We just watched Drops of God, the Apple TV+ series about wine. No spoilers here, although Dottie, a frustrated screen writer, ruined it for John by guessing way too early a pivotal plot line.  Nevertheless, we would recommend it for wine lovers and those who have wondered what the fuss surrounding wine is all about. It was most interesting to us when it touched on the importance of terroir in thoughtfully made wines. Not just geography, as many people think of terroir, but the people who make it, how they make it, and the consequences of climatic factors that Nature deals them in every vintage.

Last week, a few days after we saw the series finale, we read an Associated Press report that two U.S. Democratic senators, Patty Murray of Washington and Alex Padilla of California, had introduced legislation “to better protect winegrape growers in Washington, Oregon, and California—the top three states for wine production in the U.S.—against wildfire smoke damage.” The AP also reported Representatives Dan Newhouse, Republican from Washington, and Mike Thompson, Democrat from California, co-chairs of the Congressional Wine Caucus, had introduced companion legislation in the House. Aside from funding more research into smoke taint, the legislation would also order federal officials to develop a policy “to insure wine grapes against losses due to wildfire smoke exposure.” Thompson and now-retired Republican Congressman George Radanovich founded the caucus in 1999 and used to assist us in our Presidential Wine Taste-Offs when we wrote “Tastings,” the Wall Street Journal’s wine column. In January, the feds announced $930 million in funding to 10 states for programs to reduce wildfire risks. With smoke from Canada’s wildfires still wafting in the U.S. and now in Europe, winemakers surely are watching the newly introduced legislation. Meanwhile, a scorching heat wave is moving across the country and authorities have attributed at least 15 deaths to the rising temperatures. 

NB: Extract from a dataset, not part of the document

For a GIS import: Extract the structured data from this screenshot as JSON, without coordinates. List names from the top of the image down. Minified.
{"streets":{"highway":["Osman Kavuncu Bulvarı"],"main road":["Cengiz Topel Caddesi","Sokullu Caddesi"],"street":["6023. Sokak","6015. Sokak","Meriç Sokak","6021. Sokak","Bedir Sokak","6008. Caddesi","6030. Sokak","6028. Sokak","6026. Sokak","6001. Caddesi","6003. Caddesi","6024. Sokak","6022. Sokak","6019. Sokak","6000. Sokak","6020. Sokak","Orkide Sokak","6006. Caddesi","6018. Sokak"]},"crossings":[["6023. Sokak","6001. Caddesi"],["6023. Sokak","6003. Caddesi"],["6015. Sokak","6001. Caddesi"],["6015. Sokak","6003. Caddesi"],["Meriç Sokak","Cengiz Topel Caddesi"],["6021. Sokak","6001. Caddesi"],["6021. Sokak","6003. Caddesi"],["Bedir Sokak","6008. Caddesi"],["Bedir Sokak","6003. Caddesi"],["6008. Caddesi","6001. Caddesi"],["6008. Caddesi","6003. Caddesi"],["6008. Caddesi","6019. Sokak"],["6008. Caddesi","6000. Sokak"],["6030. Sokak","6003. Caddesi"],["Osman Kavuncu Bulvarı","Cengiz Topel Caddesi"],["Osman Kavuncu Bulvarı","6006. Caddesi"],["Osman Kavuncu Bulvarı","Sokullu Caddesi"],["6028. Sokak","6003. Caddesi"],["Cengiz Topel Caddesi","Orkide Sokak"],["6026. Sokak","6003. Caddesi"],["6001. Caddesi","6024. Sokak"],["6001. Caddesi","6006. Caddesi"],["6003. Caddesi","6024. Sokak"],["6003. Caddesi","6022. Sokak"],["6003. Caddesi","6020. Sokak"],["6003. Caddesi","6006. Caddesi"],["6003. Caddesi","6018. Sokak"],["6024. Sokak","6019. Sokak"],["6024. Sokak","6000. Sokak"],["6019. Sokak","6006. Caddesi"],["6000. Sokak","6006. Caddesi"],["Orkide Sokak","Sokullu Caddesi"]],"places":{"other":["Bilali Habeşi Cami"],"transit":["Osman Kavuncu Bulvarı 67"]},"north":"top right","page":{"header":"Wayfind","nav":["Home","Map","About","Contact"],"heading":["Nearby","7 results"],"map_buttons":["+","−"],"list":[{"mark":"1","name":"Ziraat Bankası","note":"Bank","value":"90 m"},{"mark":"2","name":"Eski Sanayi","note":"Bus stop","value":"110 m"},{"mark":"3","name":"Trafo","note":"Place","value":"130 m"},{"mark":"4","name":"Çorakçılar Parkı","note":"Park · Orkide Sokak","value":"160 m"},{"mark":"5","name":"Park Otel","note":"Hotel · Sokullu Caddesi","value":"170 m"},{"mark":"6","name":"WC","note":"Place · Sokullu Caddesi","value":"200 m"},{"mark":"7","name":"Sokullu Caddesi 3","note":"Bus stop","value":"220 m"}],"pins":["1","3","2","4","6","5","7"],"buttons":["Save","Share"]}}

Within days of that AP report, Wine Growers British Columbia (WGBC), a trade organization, announced the results from a report it commissioned on the devastating short and long-term effects of what it termed the “climate change related freeze events” last December. Megadrought-stricken Chile is reeling from its wave of at least 405 separate fires earlier this year that killed 24 people and destroyed more than one million acres including homes and vineyards. This new round follows fires in 2017, which had been called the worst in the country’s history, killing at least 11 people, destroying billions in structures and acreage, including vineyards. So we reached out to Paul McRostie, winemaker of Santa Rosa de Lavaderos in the Maule Valley whose old-vine País we wrote about last year. Vineyards in New York’s Finger Lakes and parts of the Hudson Valley were damaged by frost in mid-May. And in late July we will open the International Pinot Noir Celebration 2023, which will feature, among many interesting classes, discussions on the impact of climate change globally on Pinot Noir and the benefits of truly sustainable farming. 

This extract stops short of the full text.